■ **Your goal**
Search the listing below for the word "shadow" and copy each line where it appears.

■ **Given information**
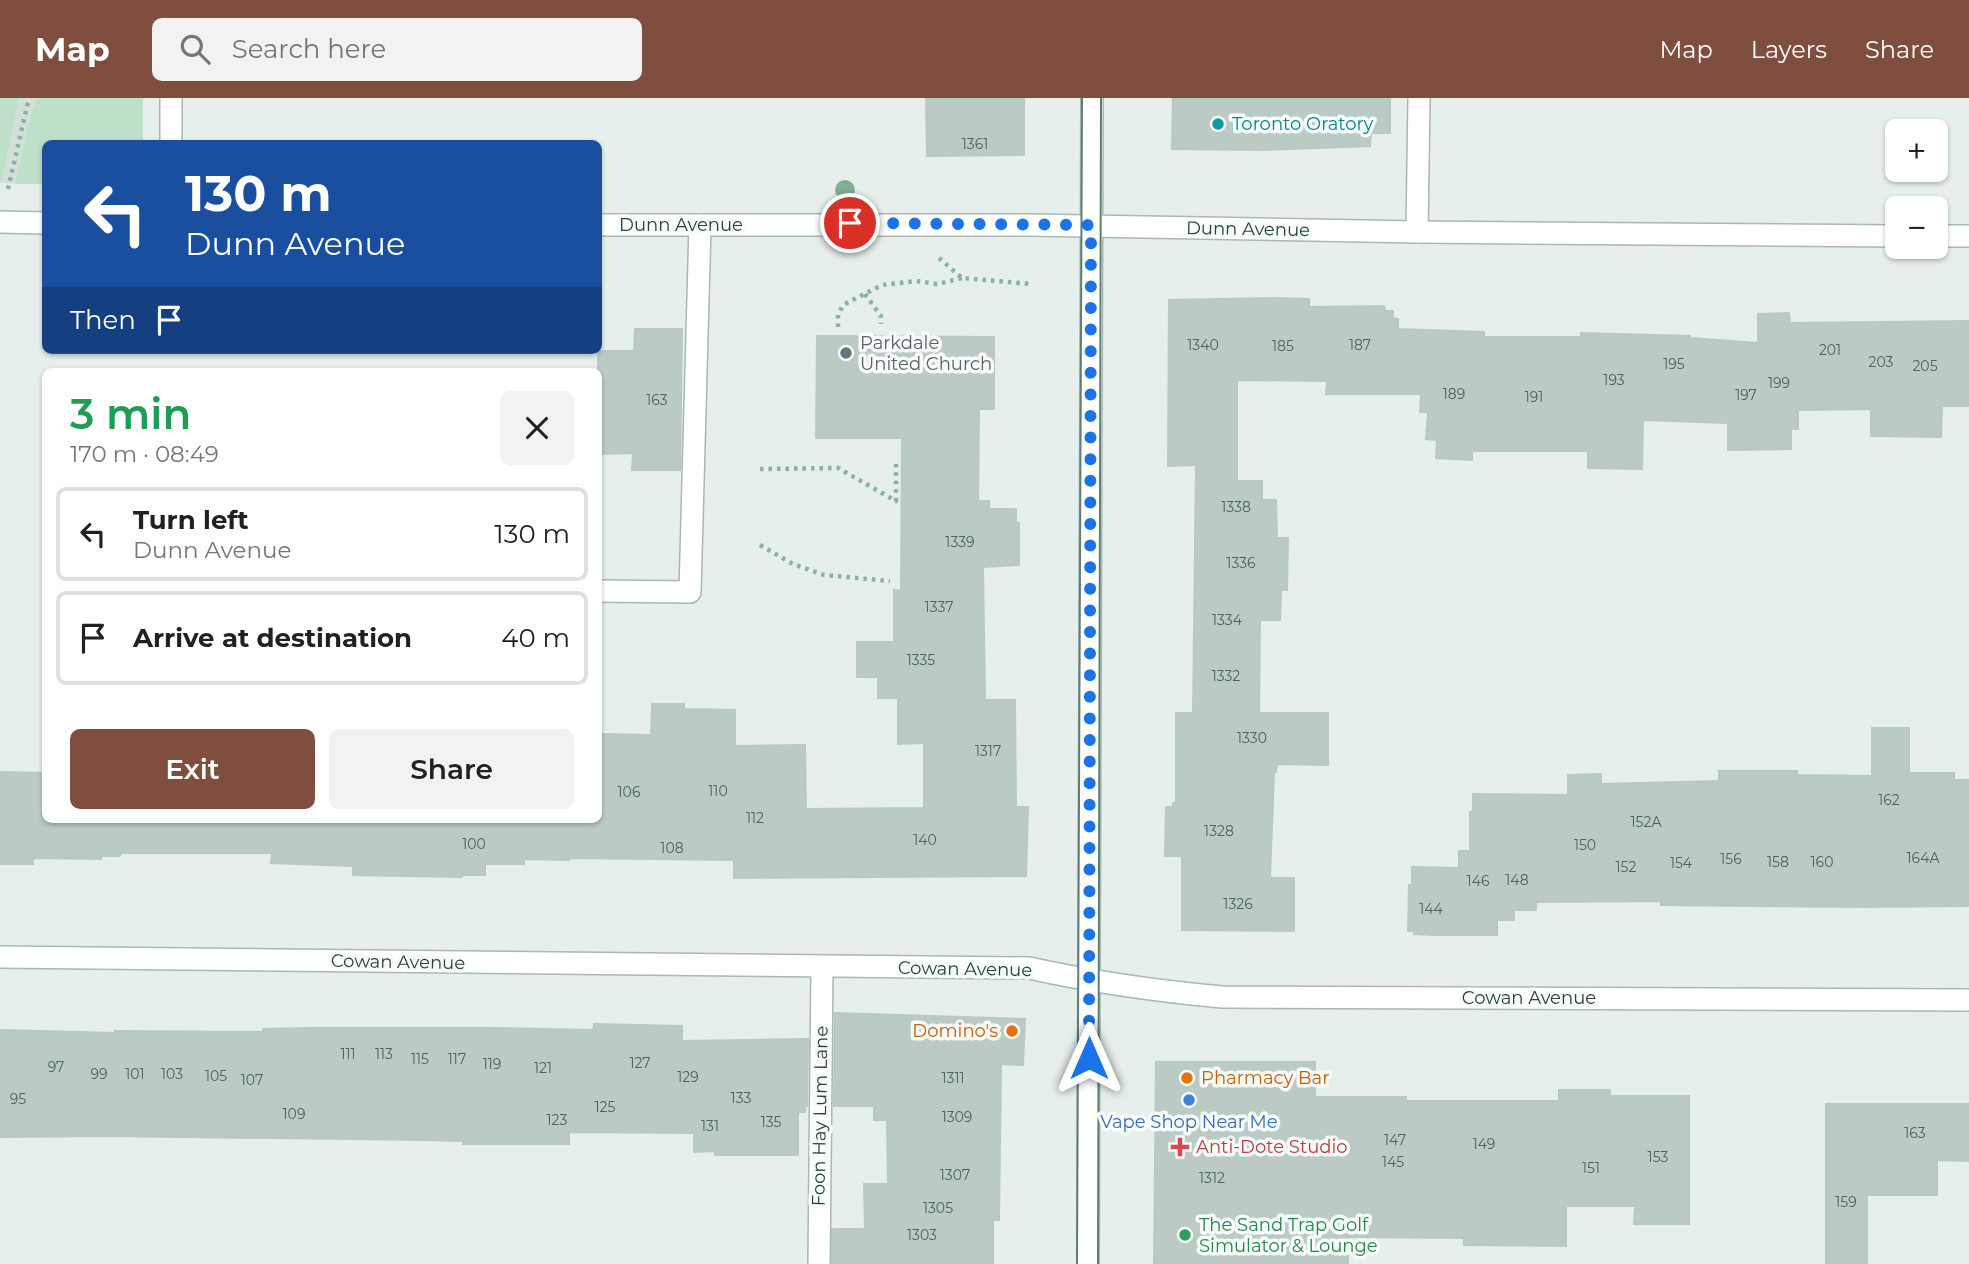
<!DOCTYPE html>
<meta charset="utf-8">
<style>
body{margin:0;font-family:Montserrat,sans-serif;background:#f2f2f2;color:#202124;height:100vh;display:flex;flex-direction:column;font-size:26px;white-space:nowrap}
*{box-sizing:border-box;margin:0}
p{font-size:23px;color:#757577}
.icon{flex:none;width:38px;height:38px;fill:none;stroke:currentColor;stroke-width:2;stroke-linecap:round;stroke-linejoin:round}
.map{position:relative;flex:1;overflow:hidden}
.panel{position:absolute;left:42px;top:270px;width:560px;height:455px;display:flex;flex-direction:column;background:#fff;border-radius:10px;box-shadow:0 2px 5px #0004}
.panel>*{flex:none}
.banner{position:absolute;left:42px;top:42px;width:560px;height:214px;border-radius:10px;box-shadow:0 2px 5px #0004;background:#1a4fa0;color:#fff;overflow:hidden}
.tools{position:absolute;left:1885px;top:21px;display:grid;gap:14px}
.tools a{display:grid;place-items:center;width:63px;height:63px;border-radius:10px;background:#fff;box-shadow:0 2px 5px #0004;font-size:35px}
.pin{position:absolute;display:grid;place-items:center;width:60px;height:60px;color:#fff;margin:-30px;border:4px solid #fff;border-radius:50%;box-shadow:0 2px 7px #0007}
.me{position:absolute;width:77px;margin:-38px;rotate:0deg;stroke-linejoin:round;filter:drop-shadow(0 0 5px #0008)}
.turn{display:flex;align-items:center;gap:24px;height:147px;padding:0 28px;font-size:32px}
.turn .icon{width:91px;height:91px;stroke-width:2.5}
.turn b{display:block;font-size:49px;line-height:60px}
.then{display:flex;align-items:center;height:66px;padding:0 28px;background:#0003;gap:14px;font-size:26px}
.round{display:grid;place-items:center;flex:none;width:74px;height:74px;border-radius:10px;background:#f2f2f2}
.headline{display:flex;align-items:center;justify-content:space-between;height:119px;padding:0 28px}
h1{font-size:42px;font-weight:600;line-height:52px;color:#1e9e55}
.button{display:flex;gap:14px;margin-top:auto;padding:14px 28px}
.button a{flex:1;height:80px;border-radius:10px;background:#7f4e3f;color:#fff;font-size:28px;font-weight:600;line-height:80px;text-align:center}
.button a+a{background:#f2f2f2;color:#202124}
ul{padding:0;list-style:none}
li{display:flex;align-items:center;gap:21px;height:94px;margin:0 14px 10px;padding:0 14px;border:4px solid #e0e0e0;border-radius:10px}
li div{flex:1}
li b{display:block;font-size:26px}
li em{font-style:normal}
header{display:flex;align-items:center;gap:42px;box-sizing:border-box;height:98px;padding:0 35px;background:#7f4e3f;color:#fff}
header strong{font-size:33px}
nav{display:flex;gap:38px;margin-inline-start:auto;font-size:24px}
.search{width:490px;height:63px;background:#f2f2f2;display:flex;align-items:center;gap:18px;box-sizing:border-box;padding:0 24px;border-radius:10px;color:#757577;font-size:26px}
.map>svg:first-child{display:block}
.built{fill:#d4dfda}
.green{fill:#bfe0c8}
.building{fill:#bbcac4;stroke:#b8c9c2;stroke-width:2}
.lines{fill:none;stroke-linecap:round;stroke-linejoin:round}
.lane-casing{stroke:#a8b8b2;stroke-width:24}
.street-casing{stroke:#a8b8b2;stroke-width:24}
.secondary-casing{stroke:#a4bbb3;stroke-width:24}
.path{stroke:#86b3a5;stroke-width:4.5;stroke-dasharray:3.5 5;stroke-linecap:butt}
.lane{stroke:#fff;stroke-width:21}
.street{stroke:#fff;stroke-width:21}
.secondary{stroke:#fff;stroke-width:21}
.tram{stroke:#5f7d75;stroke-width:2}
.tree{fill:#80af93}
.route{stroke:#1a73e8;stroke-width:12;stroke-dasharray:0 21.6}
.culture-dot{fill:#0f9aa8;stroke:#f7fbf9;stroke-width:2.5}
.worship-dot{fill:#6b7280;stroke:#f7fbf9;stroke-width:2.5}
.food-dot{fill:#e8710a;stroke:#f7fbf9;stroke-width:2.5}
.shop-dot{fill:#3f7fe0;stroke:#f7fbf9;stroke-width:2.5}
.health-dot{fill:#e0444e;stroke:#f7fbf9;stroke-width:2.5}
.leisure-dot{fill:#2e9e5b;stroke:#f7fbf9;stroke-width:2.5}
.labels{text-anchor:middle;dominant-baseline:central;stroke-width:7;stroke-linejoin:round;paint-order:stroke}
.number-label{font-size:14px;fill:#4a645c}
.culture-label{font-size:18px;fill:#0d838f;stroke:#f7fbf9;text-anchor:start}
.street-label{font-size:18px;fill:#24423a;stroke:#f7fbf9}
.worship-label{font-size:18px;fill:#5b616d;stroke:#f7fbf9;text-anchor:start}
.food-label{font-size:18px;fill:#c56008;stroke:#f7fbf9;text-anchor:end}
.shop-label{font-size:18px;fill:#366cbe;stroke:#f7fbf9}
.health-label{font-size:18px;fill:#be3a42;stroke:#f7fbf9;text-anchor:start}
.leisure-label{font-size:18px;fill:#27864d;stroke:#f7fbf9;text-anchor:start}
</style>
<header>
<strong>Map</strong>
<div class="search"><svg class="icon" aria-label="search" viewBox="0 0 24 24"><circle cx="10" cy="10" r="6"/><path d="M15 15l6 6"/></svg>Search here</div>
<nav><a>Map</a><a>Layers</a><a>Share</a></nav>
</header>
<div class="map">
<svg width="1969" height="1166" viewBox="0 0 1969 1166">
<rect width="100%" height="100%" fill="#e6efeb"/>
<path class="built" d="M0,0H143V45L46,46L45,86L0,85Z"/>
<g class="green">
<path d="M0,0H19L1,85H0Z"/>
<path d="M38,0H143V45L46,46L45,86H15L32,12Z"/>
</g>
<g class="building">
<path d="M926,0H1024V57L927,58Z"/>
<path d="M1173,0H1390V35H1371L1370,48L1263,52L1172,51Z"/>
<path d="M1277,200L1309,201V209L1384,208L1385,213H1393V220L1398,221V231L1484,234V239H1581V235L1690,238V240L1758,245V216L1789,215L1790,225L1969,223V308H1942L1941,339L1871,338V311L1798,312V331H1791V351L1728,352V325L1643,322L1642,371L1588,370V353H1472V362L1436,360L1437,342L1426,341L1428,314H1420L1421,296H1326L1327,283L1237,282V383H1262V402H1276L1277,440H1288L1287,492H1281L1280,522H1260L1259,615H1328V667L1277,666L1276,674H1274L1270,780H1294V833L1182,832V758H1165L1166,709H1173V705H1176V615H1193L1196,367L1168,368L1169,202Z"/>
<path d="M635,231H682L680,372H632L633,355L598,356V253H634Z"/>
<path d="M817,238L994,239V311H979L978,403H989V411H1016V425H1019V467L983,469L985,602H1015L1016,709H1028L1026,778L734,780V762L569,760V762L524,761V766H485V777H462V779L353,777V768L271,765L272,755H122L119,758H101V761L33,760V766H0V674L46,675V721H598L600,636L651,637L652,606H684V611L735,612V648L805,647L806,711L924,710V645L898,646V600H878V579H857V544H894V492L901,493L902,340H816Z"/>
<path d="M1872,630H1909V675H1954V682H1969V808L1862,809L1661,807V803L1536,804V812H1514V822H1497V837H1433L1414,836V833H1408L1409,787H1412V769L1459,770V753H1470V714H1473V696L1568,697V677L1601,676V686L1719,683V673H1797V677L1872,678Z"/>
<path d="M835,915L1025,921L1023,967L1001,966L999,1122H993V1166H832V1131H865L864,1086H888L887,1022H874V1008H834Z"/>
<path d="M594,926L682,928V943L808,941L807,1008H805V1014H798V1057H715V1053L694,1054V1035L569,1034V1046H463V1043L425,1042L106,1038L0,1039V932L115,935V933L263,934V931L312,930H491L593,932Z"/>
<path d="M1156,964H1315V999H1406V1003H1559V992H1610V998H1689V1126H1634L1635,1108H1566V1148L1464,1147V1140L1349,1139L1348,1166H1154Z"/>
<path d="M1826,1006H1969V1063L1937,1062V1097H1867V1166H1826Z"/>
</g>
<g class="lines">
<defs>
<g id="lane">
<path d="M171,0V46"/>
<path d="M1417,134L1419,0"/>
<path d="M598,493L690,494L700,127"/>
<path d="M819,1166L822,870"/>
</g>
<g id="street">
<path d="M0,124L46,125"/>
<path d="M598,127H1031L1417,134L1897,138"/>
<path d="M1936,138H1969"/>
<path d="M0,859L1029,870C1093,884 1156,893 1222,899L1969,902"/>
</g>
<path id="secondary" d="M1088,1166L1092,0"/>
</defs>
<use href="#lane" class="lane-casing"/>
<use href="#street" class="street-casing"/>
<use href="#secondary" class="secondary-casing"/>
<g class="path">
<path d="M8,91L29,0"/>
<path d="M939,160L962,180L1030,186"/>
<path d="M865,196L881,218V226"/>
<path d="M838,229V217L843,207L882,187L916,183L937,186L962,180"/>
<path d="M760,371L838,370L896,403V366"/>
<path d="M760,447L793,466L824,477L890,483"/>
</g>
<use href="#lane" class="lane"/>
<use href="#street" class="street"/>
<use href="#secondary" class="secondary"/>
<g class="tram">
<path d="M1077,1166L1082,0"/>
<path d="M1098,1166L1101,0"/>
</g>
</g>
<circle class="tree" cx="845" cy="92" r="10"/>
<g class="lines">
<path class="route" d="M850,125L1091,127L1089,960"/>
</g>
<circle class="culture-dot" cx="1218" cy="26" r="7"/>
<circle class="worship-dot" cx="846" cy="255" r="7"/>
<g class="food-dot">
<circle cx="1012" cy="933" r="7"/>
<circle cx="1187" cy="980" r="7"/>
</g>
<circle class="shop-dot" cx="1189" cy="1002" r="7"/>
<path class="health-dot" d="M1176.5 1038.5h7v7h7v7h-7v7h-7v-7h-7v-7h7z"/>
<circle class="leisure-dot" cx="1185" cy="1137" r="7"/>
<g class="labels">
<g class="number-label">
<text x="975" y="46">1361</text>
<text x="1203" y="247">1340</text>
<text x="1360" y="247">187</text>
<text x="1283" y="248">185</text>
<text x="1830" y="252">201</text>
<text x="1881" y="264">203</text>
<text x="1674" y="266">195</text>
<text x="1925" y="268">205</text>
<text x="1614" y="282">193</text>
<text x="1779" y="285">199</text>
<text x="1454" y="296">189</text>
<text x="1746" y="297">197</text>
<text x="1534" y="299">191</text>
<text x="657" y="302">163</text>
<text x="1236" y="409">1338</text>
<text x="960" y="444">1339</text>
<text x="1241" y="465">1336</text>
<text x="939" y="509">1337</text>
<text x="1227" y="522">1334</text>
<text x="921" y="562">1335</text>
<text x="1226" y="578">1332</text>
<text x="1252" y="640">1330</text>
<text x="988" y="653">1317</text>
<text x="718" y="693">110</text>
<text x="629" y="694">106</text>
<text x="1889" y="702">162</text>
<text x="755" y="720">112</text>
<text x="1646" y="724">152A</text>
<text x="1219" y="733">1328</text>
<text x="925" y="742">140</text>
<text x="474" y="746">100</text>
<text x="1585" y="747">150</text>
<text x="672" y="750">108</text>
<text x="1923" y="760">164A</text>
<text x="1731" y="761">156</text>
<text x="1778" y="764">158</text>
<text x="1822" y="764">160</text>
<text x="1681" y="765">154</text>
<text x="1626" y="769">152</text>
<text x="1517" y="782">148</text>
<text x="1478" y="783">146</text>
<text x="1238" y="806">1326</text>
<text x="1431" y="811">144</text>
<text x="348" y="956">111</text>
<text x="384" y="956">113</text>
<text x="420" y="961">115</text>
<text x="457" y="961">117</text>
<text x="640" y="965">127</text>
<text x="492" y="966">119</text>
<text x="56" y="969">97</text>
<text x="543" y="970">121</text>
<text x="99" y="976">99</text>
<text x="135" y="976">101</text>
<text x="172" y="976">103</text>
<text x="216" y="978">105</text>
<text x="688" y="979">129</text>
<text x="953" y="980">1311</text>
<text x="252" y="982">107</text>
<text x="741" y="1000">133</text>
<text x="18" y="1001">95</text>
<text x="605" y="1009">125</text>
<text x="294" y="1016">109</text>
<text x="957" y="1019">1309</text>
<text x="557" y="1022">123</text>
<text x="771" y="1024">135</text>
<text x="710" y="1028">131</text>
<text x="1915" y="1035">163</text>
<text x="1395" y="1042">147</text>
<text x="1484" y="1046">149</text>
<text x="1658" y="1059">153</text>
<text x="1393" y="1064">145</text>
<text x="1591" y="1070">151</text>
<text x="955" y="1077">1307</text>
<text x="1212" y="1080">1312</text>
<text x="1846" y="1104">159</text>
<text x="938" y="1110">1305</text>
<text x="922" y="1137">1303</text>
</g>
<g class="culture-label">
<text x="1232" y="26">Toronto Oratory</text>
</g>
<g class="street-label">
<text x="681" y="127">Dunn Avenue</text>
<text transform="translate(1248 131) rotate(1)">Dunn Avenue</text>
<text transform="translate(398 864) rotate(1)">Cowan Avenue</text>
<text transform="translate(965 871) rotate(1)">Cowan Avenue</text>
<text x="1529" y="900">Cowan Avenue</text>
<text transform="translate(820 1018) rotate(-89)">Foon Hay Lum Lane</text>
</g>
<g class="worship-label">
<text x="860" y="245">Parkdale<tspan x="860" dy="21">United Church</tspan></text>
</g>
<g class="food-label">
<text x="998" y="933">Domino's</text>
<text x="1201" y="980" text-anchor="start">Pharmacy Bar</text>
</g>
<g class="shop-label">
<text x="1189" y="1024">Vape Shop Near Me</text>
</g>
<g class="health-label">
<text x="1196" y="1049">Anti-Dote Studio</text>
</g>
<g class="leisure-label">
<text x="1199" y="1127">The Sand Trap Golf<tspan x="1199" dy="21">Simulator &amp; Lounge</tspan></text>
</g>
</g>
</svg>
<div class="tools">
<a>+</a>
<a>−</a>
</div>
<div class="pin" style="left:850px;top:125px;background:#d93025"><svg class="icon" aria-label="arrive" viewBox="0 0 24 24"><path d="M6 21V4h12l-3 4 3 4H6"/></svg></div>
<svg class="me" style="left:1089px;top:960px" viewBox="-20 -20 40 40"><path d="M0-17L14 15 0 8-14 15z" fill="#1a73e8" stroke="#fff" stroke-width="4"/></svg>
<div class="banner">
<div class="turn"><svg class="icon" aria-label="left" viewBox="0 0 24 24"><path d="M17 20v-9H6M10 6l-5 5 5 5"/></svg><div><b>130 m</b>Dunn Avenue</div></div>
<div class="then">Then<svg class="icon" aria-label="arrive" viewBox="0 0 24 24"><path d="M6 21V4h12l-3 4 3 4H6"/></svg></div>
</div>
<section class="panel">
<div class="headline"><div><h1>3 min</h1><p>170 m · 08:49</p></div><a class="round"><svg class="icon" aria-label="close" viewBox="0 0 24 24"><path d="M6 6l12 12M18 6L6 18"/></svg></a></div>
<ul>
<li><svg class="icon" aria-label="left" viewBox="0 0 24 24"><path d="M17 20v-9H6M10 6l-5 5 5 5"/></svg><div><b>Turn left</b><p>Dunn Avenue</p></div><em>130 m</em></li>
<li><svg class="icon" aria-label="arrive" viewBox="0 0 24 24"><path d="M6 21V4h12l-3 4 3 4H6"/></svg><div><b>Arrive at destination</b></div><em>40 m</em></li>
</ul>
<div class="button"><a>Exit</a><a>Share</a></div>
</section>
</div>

■ **Answer**
.panel{position:absolute;left:42px;top:270px;width:560px;height:455px;display:flex;flex-direction:column;background:#fff;border-radius:10px;box-shadow:0 2px 5px #0004}
.banner{position:absolute;left:42px;top:42px;width:560px;height:214px;border-radius:10px;box-shadow:0 2px 5px #0004;background:#1a4fa0;color:#fff;overflow:hidden}
.tools a{display:grid;place-items:center;width:63px;height:63px;border-radius:10px;background:#fff;box-shadow:0 2px 5px #0004;font-size:35px}
.pin{position:absolute;display:grid;place-items:center;width:60px;height:60px;color:#fff;margin:-30px;border:4px solid #fff;border-radius:50%;box-shadow:0 2px 7px #0007}
.me{position:absolute;width:77px;margin:-38px;rotate:0deg;stroke-linejoin:round;filter:drop-shadow(0 0 5px #0008)}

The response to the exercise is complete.